Published 13 September 2012 05:02, Updated 13 September 2012 10:41
The banking sector represents about one-fifth of the sharemarket so the fate of the banks is critical to the direction of Australian shares. A report by Credit Suisse maintains that since 2010 major banks have adopted increasingly aggressive accounting tactics, which benefited cash earnings by 10 per cent in the second half of 2010-11 and 8 per cent in first half of 2011-2012.
“We see Commonwealth Bank of Australia (CBA) as having been relatively less aggressive in its accounting treatment among the major banks,” the report says. “The Australian and New Zealand Banking Group (ANZ) is marginally the most aggressive (with the) largest quantum usage of significant item restructuring charges, the most aggressive capitalisation of expenses, but only modest dilution of loan loss provision coverage.”

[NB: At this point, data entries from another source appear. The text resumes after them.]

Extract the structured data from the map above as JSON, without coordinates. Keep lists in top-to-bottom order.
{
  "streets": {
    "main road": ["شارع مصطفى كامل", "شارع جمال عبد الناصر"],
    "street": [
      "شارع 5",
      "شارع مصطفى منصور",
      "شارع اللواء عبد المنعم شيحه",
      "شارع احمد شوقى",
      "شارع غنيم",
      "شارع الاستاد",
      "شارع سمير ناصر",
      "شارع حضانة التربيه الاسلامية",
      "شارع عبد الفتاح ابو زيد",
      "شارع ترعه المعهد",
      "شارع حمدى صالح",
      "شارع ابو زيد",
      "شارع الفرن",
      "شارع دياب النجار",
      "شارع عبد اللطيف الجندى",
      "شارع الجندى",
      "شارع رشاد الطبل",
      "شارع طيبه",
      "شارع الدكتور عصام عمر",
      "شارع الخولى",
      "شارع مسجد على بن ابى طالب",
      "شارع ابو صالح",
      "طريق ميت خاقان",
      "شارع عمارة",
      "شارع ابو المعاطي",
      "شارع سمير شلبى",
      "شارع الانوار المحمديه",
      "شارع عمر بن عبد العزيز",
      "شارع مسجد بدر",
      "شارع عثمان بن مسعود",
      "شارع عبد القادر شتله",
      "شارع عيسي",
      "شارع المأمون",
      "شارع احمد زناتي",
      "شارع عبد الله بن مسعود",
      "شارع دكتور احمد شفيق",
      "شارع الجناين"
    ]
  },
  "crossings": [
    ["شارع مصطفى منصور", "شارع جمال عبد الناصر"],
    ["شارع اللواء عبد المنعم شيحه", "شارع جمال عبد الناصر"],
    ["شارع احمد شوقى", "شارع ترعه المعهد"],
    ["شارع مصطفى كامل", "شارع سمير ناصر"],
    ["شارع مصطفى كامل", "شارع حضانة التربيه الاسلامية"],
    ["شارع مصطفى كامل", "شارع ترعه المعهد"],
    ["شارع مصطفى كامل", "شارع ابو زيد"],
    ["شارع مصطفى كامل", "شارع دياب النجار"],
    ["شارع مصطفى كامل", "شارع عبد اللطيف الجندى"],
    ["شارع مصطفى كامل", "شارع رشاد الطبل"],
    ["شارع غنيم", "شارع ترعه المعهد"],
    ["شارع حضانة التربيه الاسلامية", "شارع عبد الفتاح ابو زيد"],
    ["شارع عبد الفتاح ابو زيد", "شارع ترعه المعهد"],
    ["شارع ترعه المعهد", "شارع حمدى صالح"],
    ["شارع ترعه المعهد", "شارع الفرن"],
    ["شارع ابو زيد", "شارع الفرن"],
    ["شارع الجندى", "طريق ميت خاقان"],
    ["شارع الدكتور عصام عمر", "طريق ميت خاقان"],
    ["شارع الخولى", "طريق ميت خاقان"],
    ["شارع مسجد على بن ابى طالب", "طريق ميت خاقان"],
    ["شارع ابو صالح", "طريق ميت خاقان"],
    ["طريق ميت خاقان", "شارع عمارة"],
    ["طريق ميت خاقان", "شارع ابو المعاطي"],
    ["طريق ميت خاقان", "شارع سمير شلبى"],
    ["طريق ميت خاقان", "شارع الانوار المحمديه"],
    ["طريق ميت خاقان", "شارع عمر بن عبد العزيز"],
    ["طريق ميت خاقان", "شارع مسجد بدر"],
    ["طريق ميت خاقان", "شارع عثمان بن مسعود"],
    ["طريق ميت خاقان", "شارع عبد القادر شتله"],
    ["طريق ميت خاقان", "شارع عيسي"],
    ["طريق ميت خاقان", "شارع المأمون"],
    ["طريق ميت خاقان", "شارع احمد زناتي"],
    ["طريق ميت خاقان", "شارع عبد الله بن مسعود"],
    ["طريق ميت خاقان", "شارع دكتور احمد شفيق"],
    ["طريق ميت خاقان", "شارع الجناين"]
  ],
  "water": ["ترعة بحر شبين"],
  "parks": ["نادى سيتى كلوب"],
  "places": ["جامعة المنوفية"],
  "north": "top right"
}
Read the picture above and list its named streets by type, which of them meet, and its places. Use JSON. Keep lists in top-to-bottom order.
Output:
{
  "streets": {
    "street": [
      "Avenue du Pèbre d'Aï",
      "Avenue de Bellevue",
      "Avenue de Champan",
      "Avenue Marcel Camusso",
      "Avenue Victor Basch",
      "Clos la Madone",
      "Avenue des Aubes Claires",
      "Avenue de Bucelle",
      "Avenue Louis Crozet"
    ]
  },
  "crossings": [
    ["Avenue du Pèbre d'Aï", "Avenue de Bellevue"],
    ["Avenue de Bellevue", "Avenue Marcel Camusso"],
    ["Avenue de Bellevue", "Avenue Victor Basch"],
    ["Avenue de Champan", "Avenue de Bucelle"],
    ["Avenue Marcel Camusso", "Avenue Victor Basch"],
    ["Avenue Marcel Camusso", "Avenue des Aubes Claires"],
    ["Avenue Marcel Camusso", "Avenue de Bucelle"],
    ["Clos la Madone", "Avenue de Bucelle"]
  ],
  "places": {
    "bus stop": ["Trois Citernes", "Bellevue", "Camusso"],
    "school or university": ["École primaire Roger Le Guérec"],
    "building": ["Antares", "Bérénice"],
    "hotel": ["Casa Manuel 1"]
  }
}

Credit Suisse says the quality of bank earnings is “fraying at the edges” because of IT expenses, restructuring charges and softening collective provision coverage ratios. It has an “outperform” rating on Westpac Banking Corp, a “neutral” recommendation on ANZ and National Australia Bank and an “underperform” rating on CBA.
Meanwhile, a report by Macquarie Equities notes danger signs in property values, both commercial and retail.
“Arguably, as credit growth continues to soften, further pressure will be placed on asset values,” the Macquarie report says. It goes on to say that “book value for assets may be materially different to current values”.